За три дня до отъезда в Таганрог, 28 августа 1825 года, император пришел к Карамзину в его царскосельский домик проститься. Их беседа продолжалась с 8 часов вечера до 11 часов 30 минут. Дату и время последней своей беседы с императором Карамзин записал. Из ее содержания Карамзин упомянул только об одной детали: он торопил Александра: «Ваши дни сочтены, вам некогда что-либо откладывать, вам предстоит еще столько сделать…» Логично рассудить, что эти слова Карамзина были вызваны сообщением императора об уже принятом им решении, плане и времени его отречения от престола. Публичного отречения царствующего монарха Россия до сего времени не знала. Видимо, Александр имел свой план отречения иным способом.

27 ноября 1825 года в Петербург из Таганрога прибыло сообщение о кончине Александра I. Карамзин каждый день по просьбе императрицы-матери бывает во дворце. При матери почти постоянно находится Николай, он уже присягнул Константину. Карамзин настойчиво, что противоречит этикету и его натуре, рассказывает им о государственной деятельности Александра и его планах, открыто указывает на Николая как на императора. Может быть, именно об этом просил его Александр.

По традиции в связи с кончиной монарха стихотворцы писали и публиковали стихи, посвященные его памяти. Некоторые знакомые удивлялись и спрашивали Карамзина, почему он ничего не пишет, ведь он был близок к покойному. Но Карамзин так и не написал ничего «на кончину».

6 марта привезли в Петербург тело Александра, 13-го состоялись отпевание в Казанском соборе и похороны в Петропавловском. Карамзин не пошел проститься ни в первый, ни во второй. По официальной версии по болезни, но более вероятной представляется иная причина: он знал, что хоронили не императора Александра.

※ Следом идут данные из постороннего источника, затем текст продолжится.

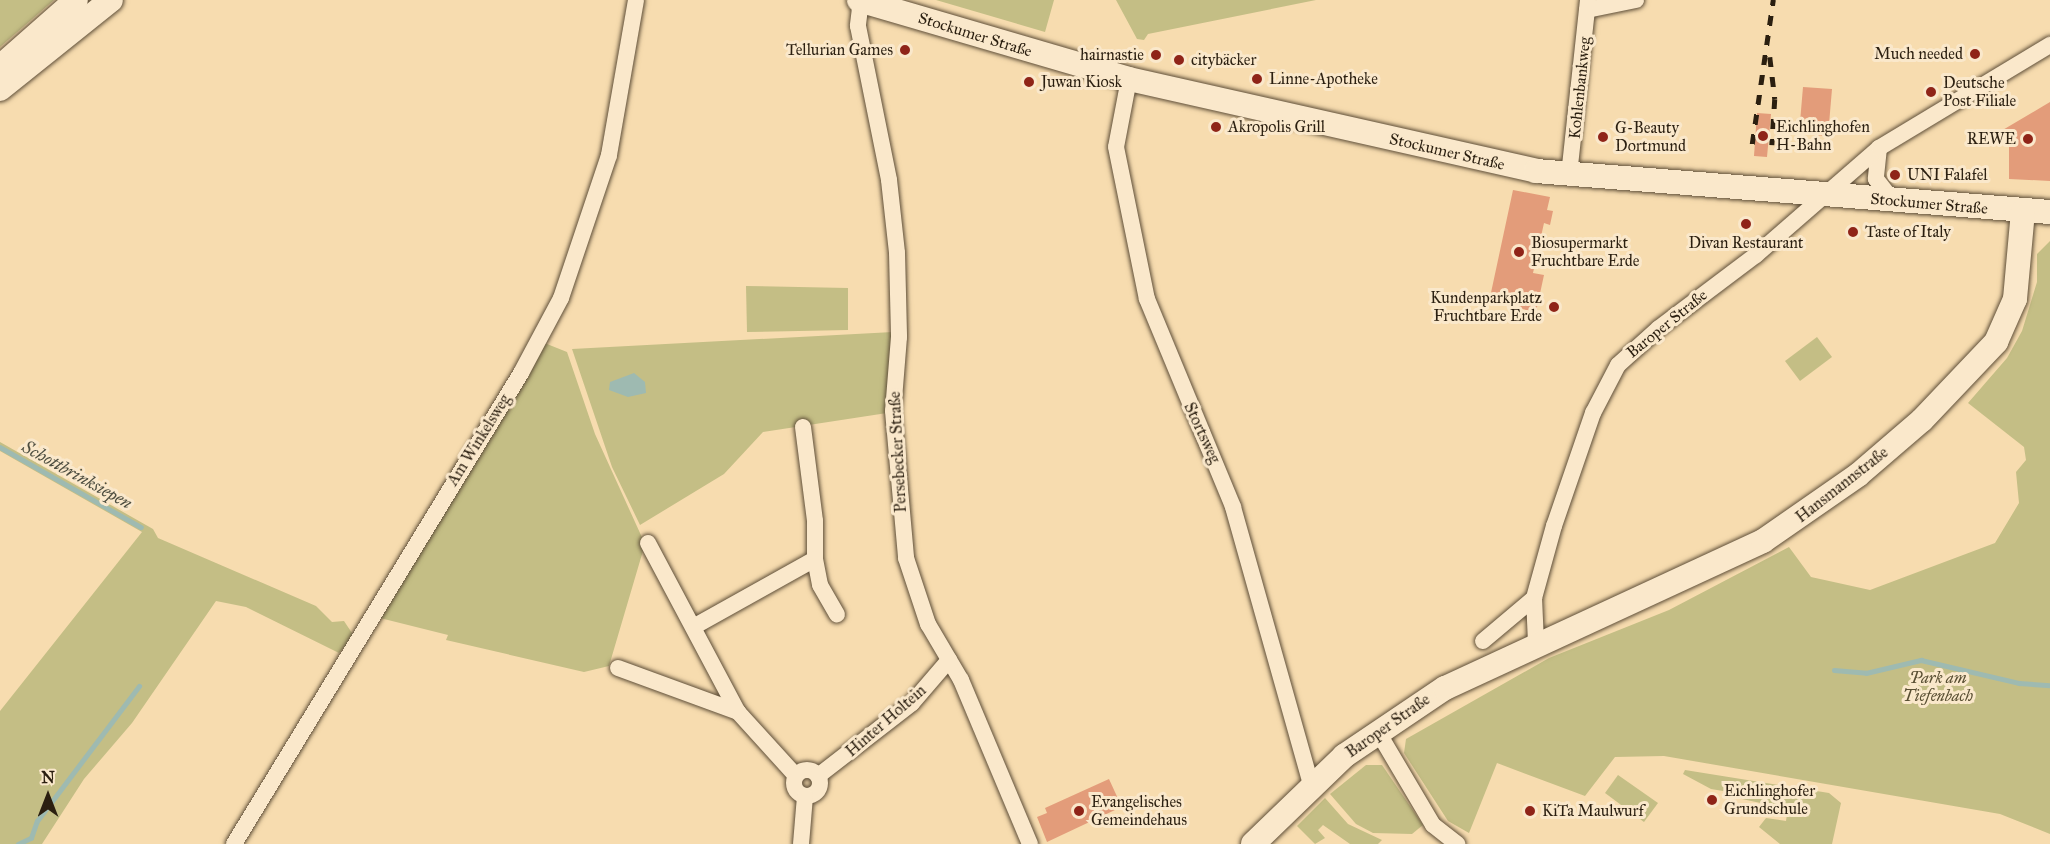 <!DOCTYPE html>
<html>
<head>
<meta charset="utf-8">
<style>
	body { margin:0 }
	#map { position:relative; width:2050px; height:844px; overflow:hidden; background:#f7dcaf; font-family:"IM FELL Great Primer",serif }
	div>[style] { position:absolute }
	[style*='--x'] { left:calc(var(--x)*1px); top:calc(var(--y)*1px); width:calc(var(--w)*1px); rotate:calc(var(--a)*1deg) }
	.green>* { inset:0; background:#c4be85 }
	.water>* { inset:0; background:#9ebab1 }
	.stream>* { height:4.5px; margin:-2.25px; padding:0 2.25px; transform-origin:2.25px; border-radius:2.25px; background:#9ebab1 }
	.building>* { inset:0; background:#e39c7a }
	.roads { filter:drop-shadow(0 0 2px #5e4e38) drop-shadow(0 0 2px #5e4e38) }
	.street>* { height:16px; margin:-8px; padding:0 8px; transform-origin:8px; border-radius:8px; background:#fae8cb }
	.street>.ring { margin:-8px; padding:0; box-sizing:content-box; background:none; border:16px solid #fae8cb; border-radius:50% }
	.secondary>* { height:24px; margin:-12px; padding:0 12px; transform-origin:12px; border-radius:12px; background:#fae8cb }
	.rail>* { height:4.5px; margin-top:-2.25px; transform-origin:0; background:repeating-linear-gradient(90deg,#2b1f10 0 10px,transparent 0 20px) }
	.dots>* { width:16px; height:16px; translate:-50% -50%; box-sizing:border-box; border:3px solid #fae8cb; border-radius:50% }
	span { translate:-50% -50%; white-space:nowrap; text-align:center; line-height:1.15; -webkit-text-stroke:6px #fae8cb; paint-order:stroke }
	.street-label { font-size:16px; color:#2b1f10 }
	.poi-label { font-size:16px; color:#2b1f10 }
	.right { translate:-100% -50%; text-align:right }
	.left { translate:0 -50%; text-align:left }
	.park-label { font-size:16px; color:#594f33; font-style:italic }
	.water-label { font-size:18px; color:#4e4e40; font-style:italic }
	.north { position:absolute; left:18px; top:766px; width:60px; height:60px; -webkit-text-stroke:4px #fae8cb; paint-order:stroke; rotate:0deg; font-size:16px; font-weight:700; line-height:24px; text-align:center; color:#2b1f10 }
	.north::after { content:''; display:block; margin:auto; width:21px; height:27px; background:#2b1f10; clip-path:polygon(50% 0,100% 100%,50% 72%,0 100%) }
</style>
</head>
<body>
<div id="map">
	<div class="green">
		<div style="clip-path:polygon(0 0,54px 0,0 47px)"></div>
		<div style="clip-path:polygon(936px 0,1054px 0,1045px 32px)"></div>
		<div style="clip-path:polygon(1116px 0,1316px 0,1148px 34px,1144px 40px,1137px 39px)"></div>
		<div style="clip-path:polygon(2050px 241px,2050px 834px,2000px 814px,1664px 756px,1615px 757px,1585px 796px,1497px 763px,1469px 833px,1448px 821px,1404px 753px,1406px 739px,1549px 658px,1669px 610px,1789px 547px,1811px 577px,1870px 590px,1995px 543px,2019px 503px,2016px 472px,2026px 460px,2024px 447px,1968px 403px,2007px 358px,2022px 331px,2037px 282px,2037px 254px)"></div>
		<div style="clip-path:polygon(746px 286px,848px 288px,848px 330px,747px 332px)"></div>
		<div style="clip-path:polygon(893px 332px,887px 413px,763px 432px,724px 474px,640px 525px,612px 467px,572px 349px)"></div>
		<div style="clip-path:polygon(1817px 337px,1832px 357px,1800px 381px,1785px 361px)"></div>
		<div style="clip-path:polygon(542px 342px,567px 352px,595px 434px,645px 544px,609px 666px,584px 672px,446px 640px,448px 635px,376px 617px)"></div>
		<div style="clip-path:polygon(0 442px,153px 529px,158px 538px,316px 606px,332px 622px,344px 621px,354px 636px,339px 653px,246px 607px,216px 601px,132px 723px,84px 779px,42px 844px,0 844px,0 711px,142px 532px,0 451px)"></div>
		<div style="clip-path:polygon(1366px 765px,1382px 765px,1423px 825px,1412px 834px,1373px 833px,1356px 824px,1330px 794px)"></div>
		<div style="clip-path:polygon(1685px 770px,1829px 793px,1841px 803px,1832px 844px,1780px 844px,1759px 827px,1766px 818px,1786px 821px,1787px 814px,1779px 807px,1742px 799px,1732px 785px,1723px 791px,1711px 789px,1683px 774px)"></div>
		<div style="clip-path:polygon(1618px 775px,1658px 803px,1644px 822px,1605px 793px)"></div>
		<div style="clip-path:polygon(1325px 798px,1348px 824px,1382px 840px,1378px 844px,1350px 844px,1323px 825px,1318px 830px,1325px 838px,1315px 844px,1297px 826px)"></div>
	</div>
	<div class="water">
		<div style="clip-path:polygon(634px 373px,645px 382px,646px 393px,628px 397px,609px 390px,610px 382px)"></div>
	</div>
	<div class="stream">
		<div style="--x:0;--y:447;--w:162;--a:29.6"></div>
		<div style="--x:1834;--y:670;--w:32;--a:5"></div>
		<div style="--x:1866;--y:673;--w:57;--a:-13.3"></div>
		<div style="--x:1921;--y:660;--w:101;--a:13.2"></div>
		<div style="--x:2019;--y:683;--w:31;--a:4"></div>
		<div style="--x:18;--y:844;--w:14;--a:-25"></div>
		<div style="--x:31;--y:838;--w:18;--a:-71"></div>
		<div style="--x:37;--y:821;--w:169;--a:-52.9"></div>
	</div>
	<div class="building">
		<div style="clip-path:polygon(1803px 87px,1832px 89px,1828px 136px,1799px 134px)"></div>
		<div style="clip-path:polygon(2050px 102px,2050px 181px,2009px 179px,2009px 143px,2001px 131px)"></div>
		<div style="clip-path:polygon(1757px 113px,1771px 114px,1767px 157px,1754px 156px)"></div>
		<div style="clip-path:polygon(1513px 190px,1550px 197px,1547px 210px,1553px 211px,1550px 225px,1544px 223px,1533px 273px,1544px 275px,1536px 312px,1489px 302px)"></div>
		<div style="clip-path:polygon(1109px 779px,1120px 803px,1115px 810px,1047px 842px,1037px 817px,1047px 813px,1045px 808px)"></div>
	</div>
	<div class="roads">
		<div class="street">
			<div style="--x:861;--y:0;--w:26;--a:97"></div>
			<div style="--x:858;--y:26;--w:157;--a:78.6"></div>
			<div style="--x:889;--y:180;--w:73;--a:83.7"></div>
			<div style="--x:897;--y:253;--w:84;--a:88.6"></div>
			<div style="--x:899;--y:337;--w:74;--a:94.6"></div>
			<div style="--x:893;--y:411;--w:148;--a:84.9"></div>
			<div style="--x:906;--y:558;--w:70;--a:71.6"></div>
			<div style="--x:928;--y:624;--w:65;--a:59.5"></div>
			<div style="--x:961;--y:680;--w:178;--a:67.2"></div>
			<div style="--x:1587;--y:10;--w:50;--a:-11.5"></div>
			<div style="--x:1129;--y:79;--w:69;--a:100.8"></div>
			<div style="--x:1116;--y:147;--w:155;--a:78.5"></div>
			<div style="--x:1147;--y:299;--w:225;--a:67.5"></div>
			<div style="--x:1233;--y:507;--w:289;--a:74.3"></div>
			<div style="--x:1879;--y:148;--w:31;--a:96"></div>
			<div style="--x:1876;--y:179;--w:28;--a:52"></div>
			<div style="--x:1569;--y:175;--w:176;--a:-83.8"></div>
			<div style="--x:803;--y:427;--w:95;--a:82.7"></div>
			<div style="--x:815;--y:521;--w:38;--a:90"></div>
			<div style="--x:815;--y:559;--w:26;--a:79"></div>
			<div style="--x:820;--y:585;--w:34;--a:60"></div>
			<div style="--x:648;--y:543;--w:191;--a:62"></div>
			<div style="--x:738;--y:712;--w:86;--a:47.8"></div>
			<div style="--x:695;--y:626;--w:137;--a:-29.2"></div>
			<div style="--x:1483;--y:641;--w:67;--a:-40.1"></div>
			<div style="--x:1536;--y:643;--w:45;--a:-92.5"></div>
			<div style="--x:1534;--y:598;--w:75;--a:-74.5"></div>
			<div style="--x:1554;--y:526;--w:120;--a:-71"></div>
			<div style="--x:1593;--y:413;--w:54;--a:-62.5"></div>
			<div style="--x:1618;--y:365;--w:55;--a:-42.1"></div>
			<div style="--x:1659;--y:328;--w:121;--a:-37"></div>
			<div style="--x:1756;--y:255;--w:163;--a:-41"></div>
			<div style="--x:1879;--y:148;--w:200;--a:-31.1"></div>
			<div style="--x:618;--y:668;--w:128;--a:20.1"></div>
			<div style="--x:1378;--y:732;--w:108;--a:59.4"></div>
			<div style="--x:1433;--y:825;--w:31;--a:38"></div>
			<div class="ring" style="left:794px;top:770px;width:10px;height:10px"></div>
			<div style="--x:818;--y:776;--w:119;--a:-37.8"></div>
			<div style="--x:912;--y:703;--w:57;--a:-49.3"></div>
			<div style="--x:234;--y:844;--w:552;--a:-58.64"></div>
			<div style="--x:521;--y:373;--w:85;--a:-61.9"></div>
			<div style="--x:561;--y:298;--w:151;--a:-71.4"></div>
			<div style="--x:609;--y:155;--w:157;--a:-80.1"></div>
			<div style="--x:801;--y:844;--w:48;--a:-85.2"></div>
		</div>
		<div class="secondary">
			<div style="--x:859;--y:0;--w:281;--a:16.3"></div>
			<div style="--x:1129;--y:79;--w:417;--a:12.7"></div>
			<div style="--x:1536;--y:171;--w:516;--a:4.56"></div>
			<div style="--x:0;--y:67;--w:101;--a:-41.4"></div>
			<div style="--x:0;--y:89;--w:142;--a:-38.7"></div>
			<div style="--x:1253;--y:844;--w:127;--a:-44"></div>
			<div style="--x:1344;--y:756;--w:122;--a:-34"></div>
			<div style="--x:1445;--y:688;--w:350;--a:-24.8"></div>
			<div style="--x:1763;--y:541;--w:116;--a:-34.8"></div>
			<div style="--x:1858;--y:475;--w:84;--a:-40.7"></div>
			<div style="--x:1922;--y:420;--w:108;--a:-46.5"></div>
			<div style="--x:1996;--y:342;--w:47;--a:-66.2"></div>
			<div style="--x:2015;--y:299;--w:88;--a:-84.8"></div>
		</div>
	</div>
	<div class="rail">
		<div style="--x:1770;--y:57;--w:42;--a:83.2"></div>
		<div style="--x:1775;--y:99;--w:46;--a:93.7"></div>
		<div style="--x:1752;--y:144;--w:146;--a:-81.7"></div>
	</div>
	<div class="dots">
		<div style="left:905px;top:50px;background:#8f2418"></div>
		<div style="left:1975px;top:54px;background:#8f2418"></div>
		<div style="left:1156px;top:55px;background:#8f2418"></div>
		<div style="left:1179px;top:60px;background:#8f2418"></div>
		<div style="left:1257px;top:79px;background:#8f2418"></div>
		<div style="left:1029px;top:82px;background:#8f2418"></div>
		<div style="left:1931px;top:92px;background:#8f2418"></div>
		<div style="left:1216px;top:127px;background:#8f2418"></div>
		<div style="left:1763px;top:136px;background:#8f2418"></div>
		<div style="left:1603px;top:137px;background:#8f2418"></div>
		<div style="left:2028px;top:139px;background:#8f2418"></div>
		<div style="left:1895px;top:175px;background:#8f2418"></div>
		<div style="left:1746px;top:224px;background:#8f2418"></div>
		<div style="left:1853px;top:232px;background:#8f2418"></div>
		<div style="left:1519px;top:252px;background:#8f2418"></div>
		<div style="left:1554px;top:307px;background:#8f2418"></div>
		<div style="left:1712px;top:800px;background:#8f2418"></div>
		<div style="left:1079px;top:811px;background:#8f2418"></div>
		<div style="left:1530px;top:811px;background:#8f2418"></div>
	</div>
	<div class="street-label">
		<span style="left:975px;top:35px;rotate:17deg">Stockumer Straße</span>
		<span style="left:1580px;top:88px;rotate:-84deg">Kohlenbankweg</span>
		<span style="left:1447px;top:152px;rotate:13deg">Stockumer Straße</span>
		<span style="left:1929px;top:204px;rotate:5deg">Stockumer Straße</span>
		<span style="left:1667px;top:324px;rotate:-39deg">Baroper Straße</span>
		<span style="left:1202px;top:433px;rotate:65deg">Stortsweg</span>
		<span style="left:479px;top:440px;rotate:-58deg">Am Winkelsweg</span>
		<span style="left:898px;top:452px;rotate:-93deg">Persebecker Straße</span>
		<span style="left:1842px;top:485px;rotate:-38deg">Hansmannstraße</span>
		<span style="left:886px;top:721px;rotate:-41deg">Hinter Holtein</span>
		<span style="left:1388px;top:726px;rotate:-35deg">Baroper Straße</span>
	</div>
	<div class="poi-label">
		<span class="right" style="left:893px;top:50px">Tellurian Games</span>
		<span class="right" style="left:1963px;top:54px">Much needed</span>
		<span class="right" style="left:1144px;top:55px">hairnastie</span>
		<span class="left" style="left:1191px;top:60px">citybäcker</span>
		<span class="left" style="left:1269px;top:79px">Linne-Apotheke</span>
		<span class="left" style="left:1041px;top:82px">Juwan Kiosk</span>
		<span class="left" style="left:1943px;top:92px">Deutsche<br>Post Filiale</span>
		<span class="left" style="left:1228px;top:127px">Akropolis Grill</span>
		<span class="left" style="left:1776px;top:136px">Eichlinghofen<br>H-Bahn</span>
		<span class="left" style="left:1615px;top:137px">G-Beauty<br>Dortmund</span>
		<span class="right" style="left:2016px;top:139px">REWE</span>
		<span class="left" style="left:1907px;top:175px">UNI Falafel</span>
		<span class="left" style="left:1865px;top:232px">Taste of Italy</span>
		<span class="left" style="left:1531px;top:252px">Biosupermarkt<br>Fruchtbare Erde</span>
		<span style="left:1746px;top:243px">Divan Restaurant</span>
		<span class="right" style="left:1542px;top:307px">Kundenparkplatz<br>Fruchtbare Erde</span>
		<span class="left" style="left:1724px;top:800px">Eichlinghofer<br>Grundschule</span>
		<span class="left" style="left:1091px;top:811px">Evangelisches<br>Gemeindehaus</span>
		<span class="left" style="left:1542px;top:811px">KiTa Maulwurf</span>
	</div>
	<div class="park-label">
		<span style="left:1938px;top:687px">Park am<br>Tiefenbach</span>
	</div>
	<div class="water-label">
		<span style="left:77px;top:475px;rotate:29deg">Schottbrinksiepen</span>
	</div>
	<div class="north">N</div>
</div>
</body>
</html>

Существует довольно значительная литература о «старце Федоре Кузьмиче», объявившемся в Сибири в 1830-е годы и умершем в 1864 году, в которой исследуется легенда о том, что сибирский старец – это удалившийся от мира император Александр I.

Карамзин мог бы разрешить все сомнения. Однако он умел хранить доверенные ему тайны, причем не только не проговариваясь о них людям, но и не доверяя листу бумаги. Поэтому тут остается только сопоставлять и рассуждать.